Polymorphic parents and has_many_polymorphs

Of course, it’s never that easy, is it? The ticker isn’t the only announcer in the app. The homepage is also effective at announcing things, thank you very much. So what we really want is a has_many_polymorphs relationship that allows numerous different announcers to announce numerous different announceables. Once I figured this out, it was pretty straightforward.

Migration:

class CreateAnnouncements < ActiveRecord::Migration
  def self.up
    create_table :announcements do |t|
      t.column :announcer_id,      :integer, :null => false
      t.column :announcer_type,    :string,  :null => false
      t.column :announceable_id,   :integer, :null => false
      t.column :announceable_type, :string,  :null => false
    end
    add_index :announcements, 
              [:announcer_id, :announcer_type, :announceable_id, :announceable_type], 
              :unique => true, 
              :name => 'index_announcement_polymorphs'
  end

  def self.down
    drop_table :announcements
  end
end

Ticker.rb (and other announcers):

class Ticker < ActiveRecord::Base
  has_many_polymorphs :announceables,  :from             => [:events, :news_articles], 
                                       :through          => :announcements,
                                       :as               => :announcer,
                                       :foreign_key      => :announcer_id,
                                       :foreign_type_key => :announcer_type

 . . .

Note: Unlike other areas of Rails, you must specify :as, :foreign_key and :foreign_type_key to get the parent polymorphism working.

Announcement.rb:

class Announcement < ActiveRecord::Base
  belongs_to :homepage
  belongs_to :ticker
  belongs_to :announceable, :polymorphic => true
end

Naturally it would be nice to DRY up that has_many_polymorphs declaration since it will be identical for all parents in this polymorphic-polymorphic relationship. But there are other things to DRY up as well, and I’ll do my best in Part II of this series: has_many_polymorphs and checkboxes.

Update

Based on comments, I have DRY’d up the has_many_polymorphs declaration… by removing it entirely. Ticker.rb (and other announcers) no longer needs to do anything to get polymorphic. Announcement.rb has all the code.

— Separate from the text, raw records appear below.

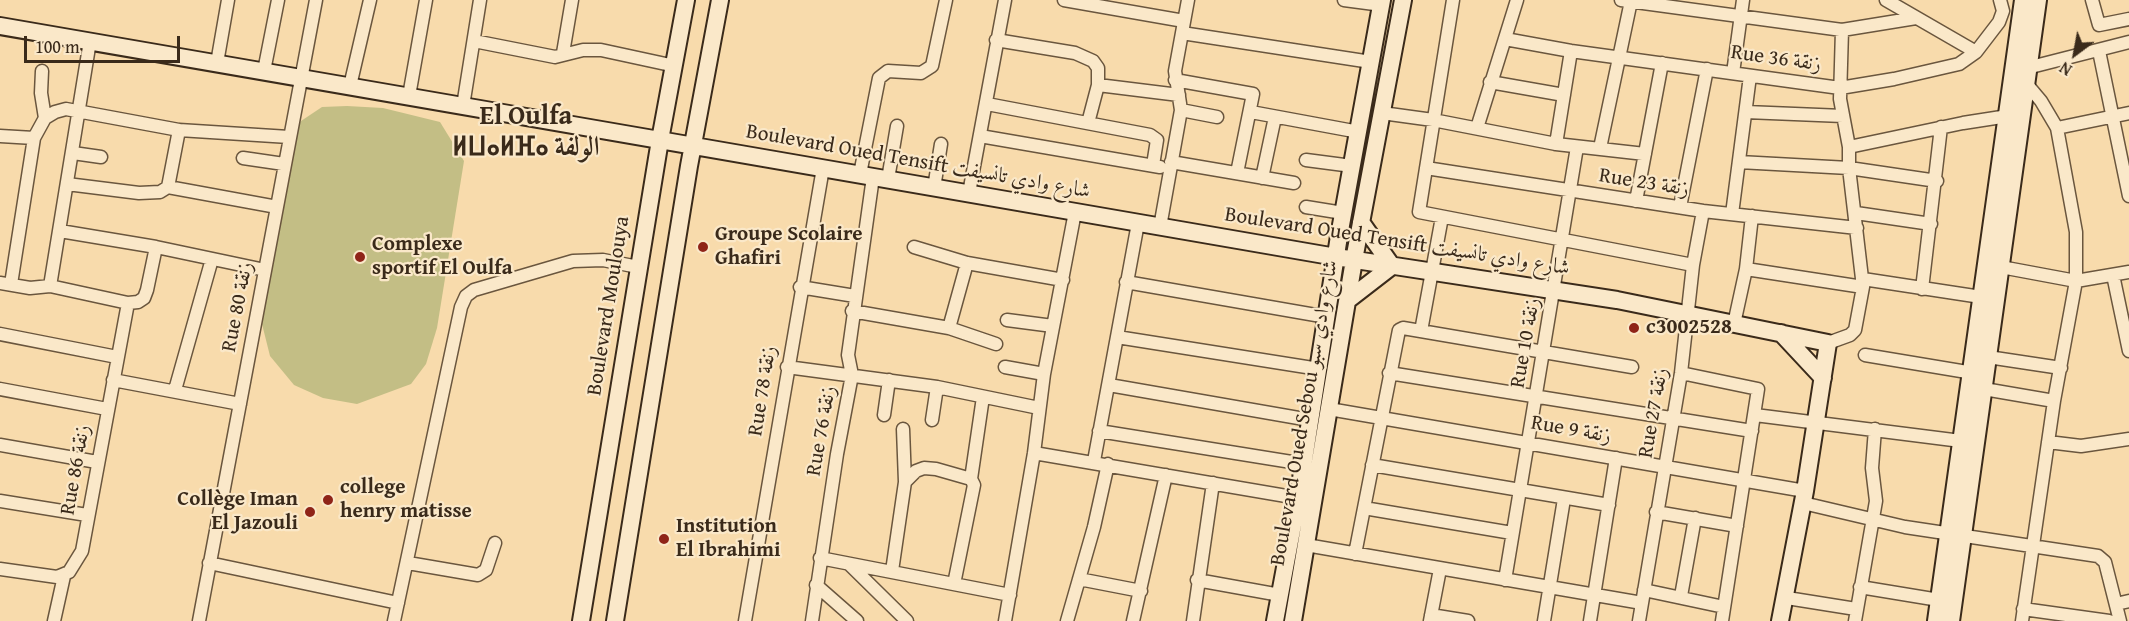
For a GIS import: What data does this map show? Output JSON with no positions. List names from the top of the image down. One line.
{"streets":{"street":["Rue 36 زنقة","Boulevard Oued Tensift شارع وادي تانسيفت","Rue 23 زنقة","Boulevard Moulouya","Rue 80 زنقة","Rue 10 زنقة","Rue 78 زنقة","Boulevard Oued Sebou شارع وادي سبو","Rue 27 زنقة","Rue 9 زنقة","Rue 76 زنقة","Rue 86 زنقة"]},"crossings":[["Boulevard Oued Tensift شارع وادي تانسيفت","Boulevard Moulouya"],["Boulevard Oued Tensift شارع وادي تانسيفت","Rue 80 زنقة"],["Boulevard Oued Tensift شارع وادي تانسيفت","Rue 10 زنقة"],["Boulevard Oued Tensift شارع وادي تانسيفت","Rue 78 زنقة"],["Boulevard Oued Tensift شارع وادي تانسيفت","Boulevard Oued Sebou شارع وادي سبو"],["Boulevard Oued Tensift شارع وادي تانسيفت","Rue 27 زنقة"],["Boulevard Oued Tensift شارع وادي تانسيفت","Rue 76 زنقة"],["Rue 23 زنقة","Rue 10 زنقة"],["Rue 23 زنقة","Rue 27 زنقة"],["Rue 10 زنقة","Rue 9 زنقة"],["Boulevard Oued Sebou شارع وادي سبو","Rue 9 زنقة"],["Rue 27 زنقة","Rue 9 زنقة"]],"districts":["El Oulfa ⵍⵡⴰⵍⴼⴰ الولفة"],"places":["Groupe Scolaire Ghafiri","Complexe sportif El Oulfa","c3002528","college henry matisse","Collège Iman El Jazouli","Institution El Ibrahimi"],"scale_bar":"100 m","north":"bottom left"}
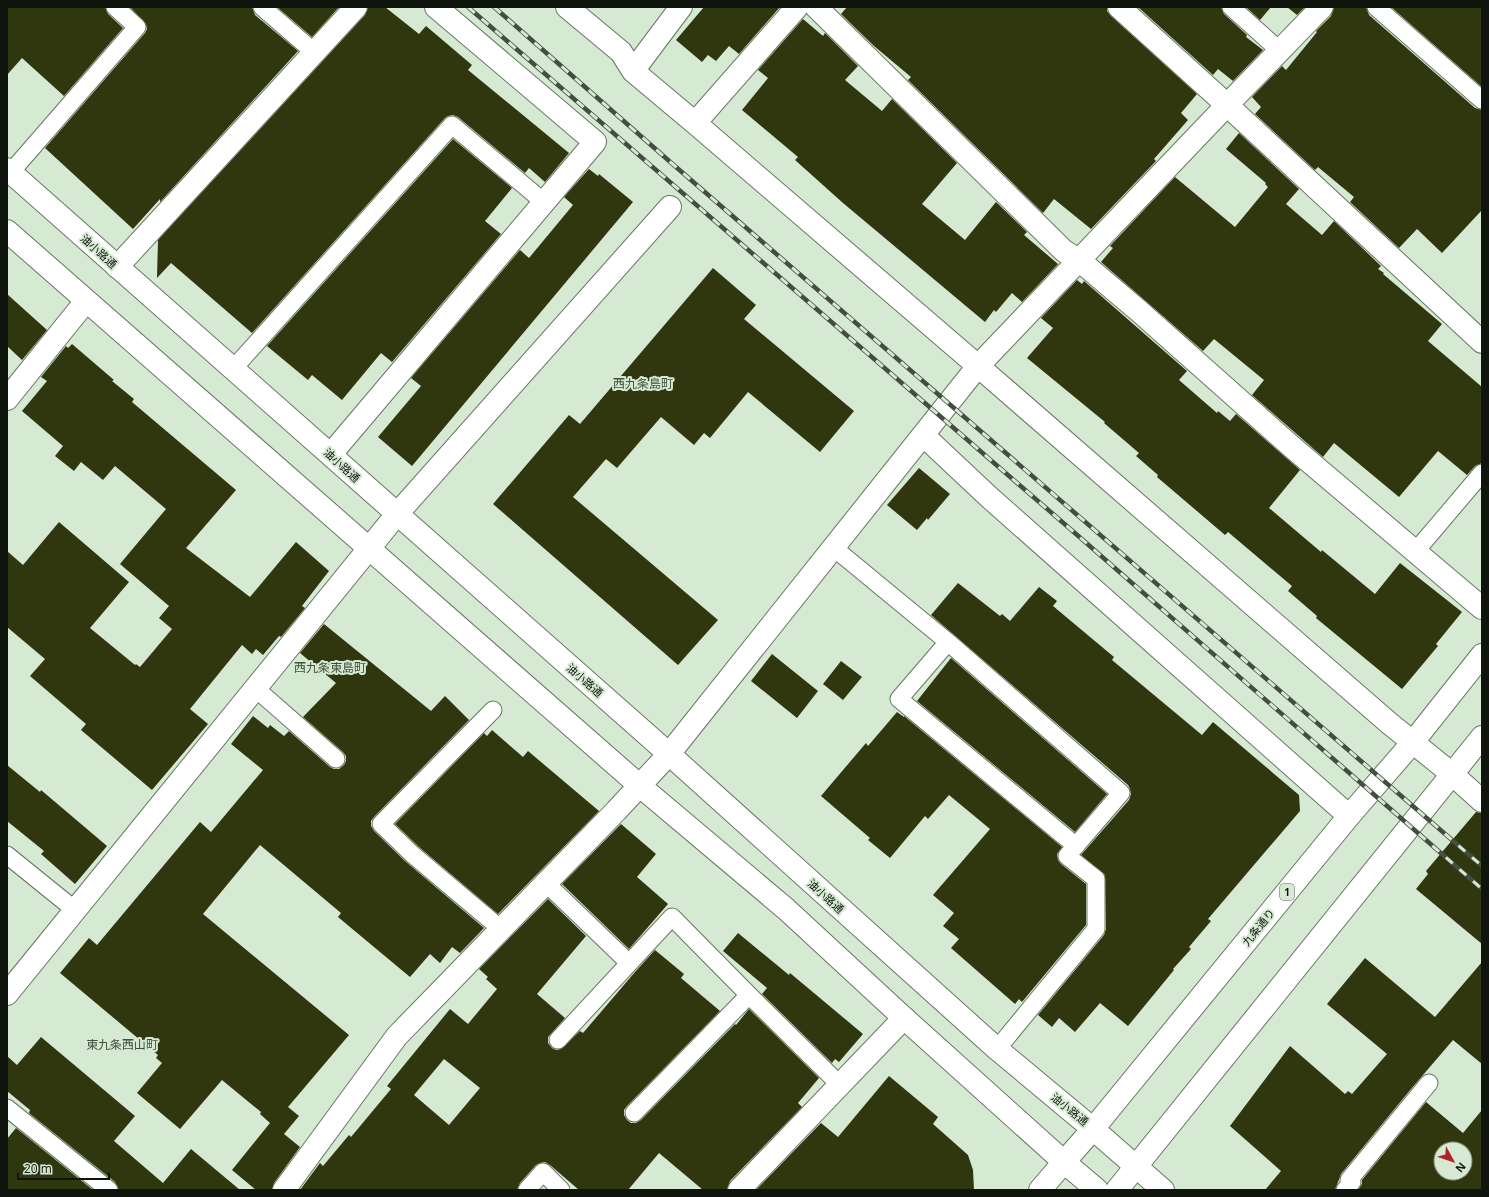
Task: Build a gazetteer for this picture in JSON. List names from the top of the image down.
{
  "streets": {
    "main road": ["油小路通", "1", "九条通り"]
  },
  "crossings": [
    ["油小路通", "九条通り"]
  ],
  "districts": ["西九条島町", "西九条東島町", "東九条西山町"],
  "scale_bar": "20 m",
  "north": "bottom right"
}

class Announcement < ActiveRecord::Base
  belongs_to :announcer,    :polymorphic => true
  belongs_to :announceable, :polymorphic => true
  
  acts_as_double_polymorphic_join :announcers    => [:homepages, :tickers], 
                                  :announceables => [:events, :news_articles]
end

Essentially, “announcers” are parents and “announceables” are children in this two-way polymorphic relationship. In thinking of “announcers” as parents, I also got caught singularizing the symbols in that array (e.g. [:homepage, :ticker]). Dontdothatitwontwork. Pluralize all receivers of the polymorph.